**Working data**
- Opening Delimiter -

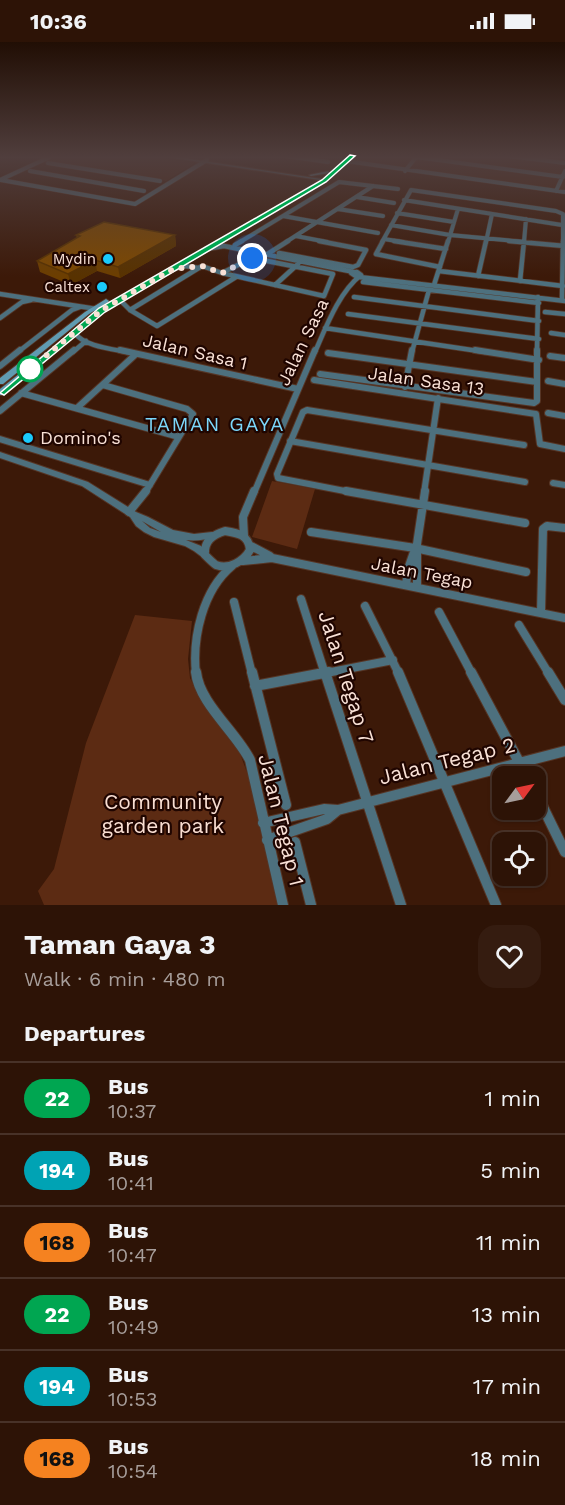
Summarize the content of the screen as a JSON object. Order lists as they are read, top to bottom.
{
  "streets": {
    "street": [
      "Jalan Sasa",
      "Jalan Sasa 1",
      "Jalan Sasa 13",
      "Jalan Tegap",
      "Jalan Tegap 7",
      "Jalan Tegap 2",
      "Jalan Tegap 1"
    ]
  },
  "crossings": [
    ["Jalan Sasa", "Jalan Sasa 1"],
    ["Jalan Sasa", "Jalan Tegap"],
    ["Jalan Sasa", "Jalan Tegap 1"],
    ["Jalan Tegap", "Jalan Tegap 1"],
    ["Jalan Tegap 7", "Jalan Tegap 2"],
    ["Jalan Tegap 2", "Jalan Tegap 1"]
  ],
  "districts": ["TAMAN GAYA"],
  "parks": ["Community garden park"],
  "places": ["Mydin", "Caltex", "Domino's"],
  "lines": ["bus line 22"],
  "north": "top right",
  "page": {
    "status": "10:36",
    "heading": [
      ["Taman Gaya 3", "Walk · 6 min · 480 m"],
      "Departures"
    ],
    "list": [
      {
        "mark": "22",
        "name": "Bus",
        "note": "10:37",
        "value": "1 min"
      },
      {
        "mark": "194",
        "name": "Bus",
        "note": "10:41",
        "value": "5 min"
      },
      {
        "mark": "168",
        "name": "Bus",
        "note": "10:47",
        "value": "11 min"
      },
      {
        "mark": "22",
        "name": "Bus",
        "note": "10:49",
        "value": "13 min"
      },
      {
        "mark": "194",
        "name": "Bus",
        "note": "10:53",
        "value": "17 min"
      },
      {
        "mark": "168",
        "name": "Bus",
        "note": "10:54",
        "value": "18 min"
      }
    ]
  }
}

- Closing Delimiter -

Each line above that includes the word "Sasa" is to be copied.

**Answer section**
      "Jalan Sasa",
      "Jalan Sasa 1",
      "Jalan Sasa 13",
    ["Jalan Sasa", "Jalan Sasa 1"],
    ["Jalan Sasa", "Jalan Tegap"],
    ["Jalan Sasa", "Jalan Tegap 1"],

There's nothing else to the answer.